Or better yet, is there a way to work around the issue with the Bash command line when the file is being downloaded? Either with Wget or Curl or something else I have available that doesn't require a package install on that Synology system. My criteria would be:

• Doesn't completely shut off certificate checking. For example, wget with "--no-check-certificate" is not on the table.
• Skips the certificate checking for that particular known certificate problem while still enforcing the check for everything else.

I don't think this is do-able via simple command lines to wget or curl. Though I think I have an idea. The script that I'm running, which calls wget, could theoretically look at the error text coming back out of wget. If the text exactly matches that one exact "known issue" error message, with no other cert errors, then it could run wget a second time with the cert checking turned off. Doesn't solve the root of the problem, but works around the issue for my particular use-case.

[tfabris]

I've worked around this issue myself by doing the thing I suggested: In my script, I detect if it gets that exact specific error message, and if so, then it retries the download with cert checking turned off. Works for me for now.

[zhenyahacker]

Looks like there is a problem not only with wget under macos&linux (mentioned above), but with ytdl itself under windows. Since about last week, it can`t update itself due to same reasons.
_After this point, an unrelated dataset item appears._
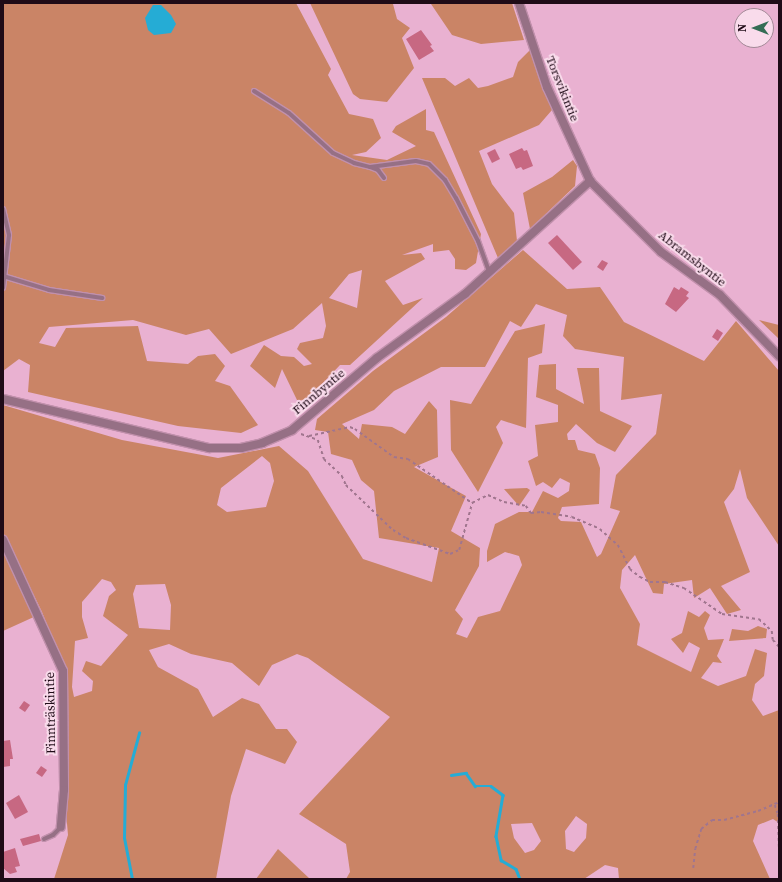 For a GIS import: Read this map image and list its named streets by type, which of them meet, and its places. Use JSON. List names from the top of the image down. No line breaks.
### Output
{"streets":{"street":["Torsvikintie","Abramsbyntie","Finnbyntie","Finnträskintie"]},"crossings":[["Torsvikintie","Abramsbyntie"],["Torsvikintie","Finnbyntie"],["Abramsbyntie","Finnbyntie"]],"north":"left"}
C:\Youtube>"C:\Videoediting\livestreamer-v1.12.2-win32\youtube-dl.exe" --update --verbose
[debug] System config: []
[debug] User config: []
[debug] Custom config: []
[debug] Command-line args: ['--update', '--verbose']
[debug] Encodings: locale cp1251, fs mbcs, out cp866, pref cp1251
[debug] youtube-dl version 2020.05.29
[debug] Python version 3.4.4 (CPython) - Windows-10-10.0.18362
[debug] exe versions: ffmpeg git-2019-12-26-b0d0d7e
[debug] Proxy map: {}
Traceback (most recent call last):
  File "C:\Python\Python34\lib\urllib\request.py", line 1183, in do_open
  File "C:\Python\Python34\lib\http\client.py", line 1137, in request
  File "C:\Python\Python34\lib\http\client.py", line 1182, in _send_request
  File "C:\Python\Python34\lib\http\client.py", line 1133, in endheaders
  File "C:\Python\Python34\lib\http\client.py", line 963, in _send_output
  File "C:\Python\Python34\lib\http\client.py", line 898, in send
  File "C:\Python\Python34\lib\http\client.py", line 1287, in connect
  File "C:\Python\Python34\lib\ssl.py", line 362, in wrap_socket
  File "C:\Python\Python34\lib\ssl.py", line 580, in __init__
  File "C:\Python\Python34\lib\ssl.py", line 807, in do_handshake
ssl.SSLError: [SSL: CERTIFICATE_VERIFY_FAILED] certificate verify failed (_ssl.c:600)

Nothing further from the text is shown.